7. A method according to claim 6, wherein the amount is % by weight. 8. The warm temperature of the perovskite is 11~11 for all catalysts.
7. The method according to claim 6, wherein the content is 40% by weight. 9. Crystalline aluminosilicon! ! ! 5 to 40% by weight of the salt zeolite, the matrix material, and the total catalyst, calcium-proprietary mineral selected from the group consisting of calcium-titanium oxide, calcium-zirconium oxide, calcium-titanium-zirconium oxide, and mixtures thereof. Perovski additive?

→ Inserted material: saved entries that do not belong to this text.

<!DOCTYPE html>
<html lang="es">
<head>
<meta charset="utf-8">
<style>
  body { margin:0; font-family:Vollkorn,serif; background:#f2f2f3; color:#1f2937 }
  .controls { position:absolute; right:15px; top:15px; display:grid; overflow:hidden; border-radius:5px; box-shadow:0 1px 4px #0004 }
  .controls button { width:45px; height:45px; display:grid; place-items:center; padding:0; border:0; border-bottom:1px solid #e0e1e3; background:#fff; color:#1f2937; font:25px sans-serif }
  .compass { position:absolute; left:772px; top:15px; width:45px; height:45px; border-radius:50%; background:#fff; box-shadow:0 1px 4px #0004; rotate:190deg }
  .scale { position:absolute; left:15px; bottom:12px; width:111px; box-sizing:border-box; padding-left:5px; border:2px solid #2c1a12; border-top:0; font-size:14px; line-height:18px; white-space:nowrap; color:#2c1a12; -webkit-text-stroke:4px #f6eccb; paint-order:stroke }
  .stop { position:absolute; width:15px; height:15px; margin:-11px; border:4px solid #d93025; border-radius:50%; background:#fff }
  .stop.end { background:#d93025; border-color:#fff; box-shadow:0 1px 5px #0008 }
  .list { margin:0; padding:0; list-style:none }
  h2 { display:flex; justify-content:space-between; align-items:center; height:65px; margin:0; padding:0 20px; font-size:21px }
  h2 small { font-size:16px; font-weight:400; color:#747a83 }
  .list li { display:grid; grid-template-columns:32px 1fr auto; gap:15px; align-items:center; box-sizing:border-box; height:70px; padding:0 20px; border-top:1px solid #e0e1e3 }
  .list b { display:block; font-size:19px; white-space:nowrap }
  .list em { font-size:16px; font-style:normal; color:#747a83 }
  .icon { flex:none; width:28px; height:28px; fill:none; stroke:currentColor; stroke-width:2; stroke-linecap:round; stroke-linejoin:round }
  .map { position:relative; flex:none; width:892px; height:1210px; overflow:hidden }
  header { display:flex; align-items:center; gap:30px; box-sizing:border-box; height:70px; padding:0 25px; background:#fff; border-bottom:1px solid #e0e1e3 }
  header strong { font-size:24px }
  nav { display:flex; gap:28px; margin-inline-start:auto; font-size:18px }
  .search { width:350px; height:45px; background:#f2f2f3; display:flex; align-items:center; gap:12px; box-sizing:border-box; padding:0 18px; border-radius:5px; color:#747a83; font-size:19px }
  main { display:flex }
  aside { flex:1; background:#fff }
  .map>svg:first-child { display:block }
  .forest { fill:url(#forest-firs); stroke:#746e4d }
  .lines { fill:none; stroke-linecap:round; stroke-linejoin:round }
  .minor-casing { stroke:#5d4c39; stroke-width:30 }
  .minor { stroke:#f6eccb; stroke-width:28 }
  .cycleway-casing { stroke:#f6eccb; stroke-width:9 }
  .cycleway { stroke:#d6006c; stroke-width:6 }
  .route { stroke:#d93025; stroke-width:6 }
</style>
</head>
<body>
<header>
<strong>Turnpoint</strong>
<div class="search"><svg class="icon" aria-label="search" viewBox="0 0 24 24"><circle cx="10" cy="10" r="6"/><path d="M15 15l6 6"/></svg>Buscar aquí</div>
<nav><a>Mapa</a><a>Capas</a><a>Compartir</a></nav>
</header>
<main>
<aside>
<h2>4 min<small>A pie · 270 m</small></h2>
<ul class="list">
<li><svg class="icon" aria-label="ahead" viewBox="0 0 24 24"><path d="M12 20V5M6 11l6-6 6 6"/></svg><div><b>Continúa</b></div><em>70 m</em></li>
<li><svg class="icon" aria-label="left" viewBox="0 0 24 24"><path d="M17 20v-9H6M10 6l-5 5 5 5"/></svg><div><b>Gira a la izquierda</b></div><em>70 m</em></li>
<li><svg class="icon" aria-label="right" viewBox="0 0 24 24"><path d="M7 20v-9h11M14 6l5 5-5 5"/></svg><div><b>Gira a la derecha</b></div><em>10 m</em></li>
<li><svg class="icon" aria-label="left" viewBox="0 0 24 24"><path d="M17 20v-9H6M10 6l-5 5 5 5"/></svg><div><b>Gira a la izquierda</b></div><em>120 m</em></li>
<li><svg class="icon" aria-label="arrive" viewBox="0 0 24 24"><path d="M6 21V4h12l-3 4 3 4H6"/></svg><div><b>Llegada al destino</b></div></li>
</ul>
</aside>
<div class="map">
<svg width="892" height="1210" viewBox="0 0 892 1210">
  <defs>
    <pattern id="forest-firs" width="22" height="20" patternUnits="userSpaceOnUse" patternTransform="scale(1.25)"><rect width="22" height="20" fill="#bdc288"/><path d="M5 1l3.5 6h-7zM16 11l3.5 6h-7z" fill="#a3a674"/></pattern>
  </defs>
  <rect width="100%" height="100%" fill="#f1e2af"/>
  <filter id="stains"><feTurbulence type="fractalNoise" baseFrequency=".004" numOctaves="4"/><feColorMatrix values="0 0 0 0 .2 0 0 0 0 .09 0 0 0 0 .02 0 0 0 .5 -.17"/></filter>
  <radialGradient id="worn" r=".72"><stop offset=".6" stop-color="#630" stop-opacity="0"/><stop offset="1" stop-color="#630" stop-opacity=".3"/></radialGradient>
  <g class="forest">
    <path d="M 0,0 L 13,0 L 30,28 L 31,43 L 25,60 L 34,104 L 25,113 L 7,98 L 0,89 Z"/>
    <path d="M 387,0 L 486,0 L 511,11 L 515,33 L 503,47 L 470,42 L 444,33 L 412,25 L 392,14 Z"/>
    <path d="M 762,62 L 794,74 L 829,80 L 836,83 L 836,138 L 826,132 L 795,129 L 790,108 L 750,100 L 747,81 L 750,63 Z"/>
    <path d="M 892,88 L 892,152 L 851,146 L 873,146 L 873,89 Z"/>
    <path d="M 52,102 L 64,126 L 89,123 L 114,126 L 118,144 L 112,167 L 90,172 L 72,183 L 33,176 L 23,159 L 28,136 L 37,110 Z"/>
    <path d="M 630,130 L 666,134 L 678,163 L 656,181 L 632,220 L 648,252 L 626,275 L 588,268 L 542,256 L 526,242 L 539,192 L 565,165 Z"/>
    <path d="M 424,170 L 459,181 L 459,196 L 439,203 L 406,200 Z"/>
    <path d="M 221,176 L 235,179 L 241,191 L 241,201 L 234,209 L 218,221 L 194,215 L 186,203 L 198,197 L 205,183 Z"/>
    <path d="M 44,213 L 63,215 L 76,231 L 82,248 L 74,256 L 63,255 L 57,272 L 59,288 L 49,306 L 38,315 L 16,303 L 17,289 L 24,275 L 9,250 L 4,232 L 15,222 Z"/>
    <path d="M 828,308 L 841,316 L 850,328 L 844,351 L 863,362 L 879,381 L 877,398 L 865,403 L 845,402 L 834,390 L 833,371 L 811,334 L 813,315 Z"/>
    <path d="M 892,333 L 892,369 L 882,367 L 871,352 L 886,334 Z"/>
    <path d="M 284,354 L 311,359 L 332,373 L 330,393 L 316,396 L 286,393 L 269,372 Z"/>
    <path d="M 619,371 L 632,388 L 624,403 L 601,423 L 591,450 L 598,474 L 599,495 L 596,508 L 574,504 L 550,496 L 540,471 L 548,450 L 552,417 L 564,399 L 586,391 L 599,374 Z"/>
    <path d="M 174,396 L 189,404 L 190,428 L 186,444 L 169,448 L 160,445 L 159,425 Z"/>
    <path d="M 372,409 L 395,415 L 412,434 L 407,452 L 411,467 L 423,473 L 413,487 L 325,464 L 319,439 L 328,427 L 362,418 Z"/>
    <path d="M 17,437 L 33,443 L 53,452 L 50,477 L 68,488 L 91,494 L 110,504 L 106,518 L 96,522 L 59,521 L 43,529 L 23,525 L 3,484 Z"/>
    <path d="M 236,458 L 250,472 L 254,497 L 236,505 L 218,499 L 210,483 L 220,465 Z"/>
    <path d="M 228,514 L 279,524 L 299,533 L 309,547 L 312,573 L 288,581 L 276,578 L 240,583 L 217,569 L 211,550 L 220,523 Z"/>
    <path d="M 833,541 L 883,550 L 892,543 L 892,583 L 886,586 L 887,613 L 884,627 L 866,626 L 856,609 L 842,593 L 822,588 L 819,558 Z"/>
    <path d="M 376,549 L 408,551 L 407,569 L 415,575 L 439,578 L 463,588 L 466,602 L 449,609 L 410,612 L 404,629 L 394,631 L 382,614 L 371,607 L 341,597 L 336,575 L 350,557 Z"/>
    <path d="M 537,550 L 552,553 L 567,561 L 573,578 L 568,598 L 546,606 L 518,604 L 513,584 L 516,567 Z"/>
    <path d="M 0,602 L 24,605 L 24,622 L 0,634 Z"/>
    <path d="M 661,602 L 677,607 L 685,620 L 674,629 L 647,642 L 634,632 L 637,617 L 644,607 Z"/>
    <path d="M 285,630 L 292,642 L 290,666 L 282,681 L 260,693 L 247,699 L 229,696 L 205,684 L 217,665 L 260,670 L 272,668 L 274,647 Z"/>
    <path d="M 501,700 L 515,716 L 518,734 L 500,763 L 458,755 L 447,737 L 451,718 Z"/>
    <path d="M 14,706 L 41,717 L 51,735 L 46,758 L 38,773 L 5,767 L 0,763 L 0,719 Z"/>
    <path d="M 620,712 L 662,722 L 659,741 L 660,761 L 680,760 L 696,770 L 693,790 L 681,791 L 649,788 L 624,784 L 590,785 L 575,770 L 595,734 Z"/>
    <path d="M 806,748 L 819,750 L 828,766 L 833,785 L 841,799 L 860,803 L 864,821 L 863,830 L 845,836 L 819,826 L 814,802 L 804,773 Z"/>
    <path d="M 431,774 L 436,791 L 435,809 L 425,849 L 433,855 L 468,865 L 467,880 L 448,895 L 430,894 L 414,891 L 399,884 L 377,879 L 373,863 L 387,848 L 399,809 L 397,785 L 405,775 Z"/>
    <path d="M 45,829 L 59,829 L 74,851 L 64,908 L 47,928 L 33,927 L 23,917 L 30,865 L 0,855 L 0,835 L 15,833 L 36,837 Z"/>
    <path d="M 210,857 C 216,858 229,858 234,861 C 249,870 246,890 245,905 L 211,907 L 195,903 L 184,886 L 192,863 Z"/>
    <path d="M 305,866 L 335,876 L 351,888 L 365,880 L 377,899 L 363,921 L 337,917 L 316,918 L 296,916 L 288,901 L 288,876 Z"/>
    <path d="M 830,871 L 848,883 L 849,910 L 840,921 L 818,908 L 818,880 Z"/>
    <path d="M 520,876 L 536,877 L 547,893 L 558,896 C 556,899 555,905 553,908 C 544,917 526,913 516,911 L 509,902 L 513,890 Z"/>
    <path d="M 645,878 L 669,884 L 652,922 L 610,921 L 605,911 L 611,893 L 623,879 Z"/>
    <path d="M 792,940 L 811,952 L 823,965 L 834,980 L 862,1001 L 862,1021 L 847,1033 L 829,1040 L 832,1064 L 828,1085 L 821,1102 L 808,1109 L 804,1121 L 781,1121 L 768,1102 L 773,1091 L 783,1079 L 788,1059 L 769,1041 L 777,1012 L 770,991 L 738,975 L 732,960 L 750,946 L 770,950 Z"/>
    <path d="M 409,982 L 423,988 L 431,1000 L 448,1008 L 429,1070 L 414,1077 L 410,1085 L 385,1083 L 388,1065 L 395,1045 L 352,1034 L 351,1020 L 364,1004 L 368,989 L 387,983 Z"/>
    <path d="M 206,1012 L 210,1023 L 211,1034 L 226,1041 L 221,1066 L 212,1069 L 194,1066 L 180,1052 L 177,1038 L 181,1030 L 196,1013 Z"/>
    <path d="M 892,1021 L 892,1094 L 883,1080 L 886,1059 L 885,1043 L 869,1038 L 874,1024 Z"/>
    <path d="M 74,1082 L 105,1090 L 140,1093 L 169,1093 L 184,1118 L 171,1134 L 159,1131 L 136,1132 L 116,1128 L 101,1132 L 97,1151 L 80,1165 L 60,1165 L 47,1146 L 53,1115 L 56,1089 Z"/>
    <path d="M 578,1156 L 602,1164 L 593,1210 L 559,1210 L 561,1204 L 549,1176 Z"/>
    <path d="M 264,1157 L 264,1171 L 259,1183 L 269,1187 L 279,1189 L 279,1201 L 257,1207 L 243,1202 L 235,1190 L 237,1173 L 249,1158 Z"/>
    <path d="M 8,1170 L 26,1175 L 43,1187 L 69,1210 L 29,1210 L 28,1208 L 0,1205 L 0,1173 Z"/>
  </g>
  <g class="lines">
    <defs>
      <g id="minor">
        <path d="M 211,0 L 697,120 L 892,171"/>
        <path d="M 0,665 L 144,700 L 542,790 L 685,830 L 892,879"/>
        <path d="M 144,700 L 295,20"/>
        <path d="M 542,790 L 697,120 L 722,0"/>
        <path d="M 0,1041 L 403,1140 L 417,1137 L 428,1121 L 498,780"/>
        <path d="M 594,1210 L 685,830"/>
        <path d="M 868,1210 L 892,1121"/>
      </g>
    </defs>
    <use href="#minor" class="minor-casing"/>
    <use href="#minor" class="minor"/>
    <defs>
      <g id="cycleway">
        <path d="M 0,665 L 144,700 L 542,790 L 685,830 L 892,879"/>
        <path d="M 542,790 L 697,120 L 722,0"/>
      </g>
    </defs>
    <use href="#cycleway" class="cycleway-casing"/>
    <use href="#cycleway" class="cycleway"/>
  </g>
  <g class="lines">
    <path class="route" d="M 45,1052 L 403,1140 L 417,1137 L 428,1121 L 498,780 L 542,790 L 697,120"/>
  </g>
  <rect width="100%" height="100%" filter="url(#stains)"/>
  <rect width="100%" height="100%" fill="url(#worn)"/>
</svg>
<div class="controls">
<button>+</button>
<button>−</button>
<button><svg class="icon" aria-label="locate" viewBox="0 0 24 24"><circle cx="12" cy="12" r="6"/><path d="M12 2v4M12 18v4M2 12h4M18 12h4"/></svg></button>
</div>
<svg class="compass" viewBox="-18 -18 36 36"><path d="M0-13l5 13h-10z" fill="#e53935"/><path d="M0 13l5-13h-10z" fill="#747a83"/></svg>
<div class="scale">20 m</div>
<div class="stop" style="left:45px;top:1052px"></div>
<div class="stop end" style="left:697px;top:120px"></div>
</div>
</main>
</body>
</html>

A catalyst composition comprising: 10. A catalyst composition having a crystalline aluminosilicate zeolite, a matrix material, and a calcium-containing perovskite additive selected from the group consisting of calcium tannate, calcium zirconate, and mixtures thereof, from 11 to 40% per total catalyst. . 11 The warm temperature of the perovskite is 12 to 12 per total catalyst.
11. The catalyst composition of claim 10, wherein the amount is 20% by weight.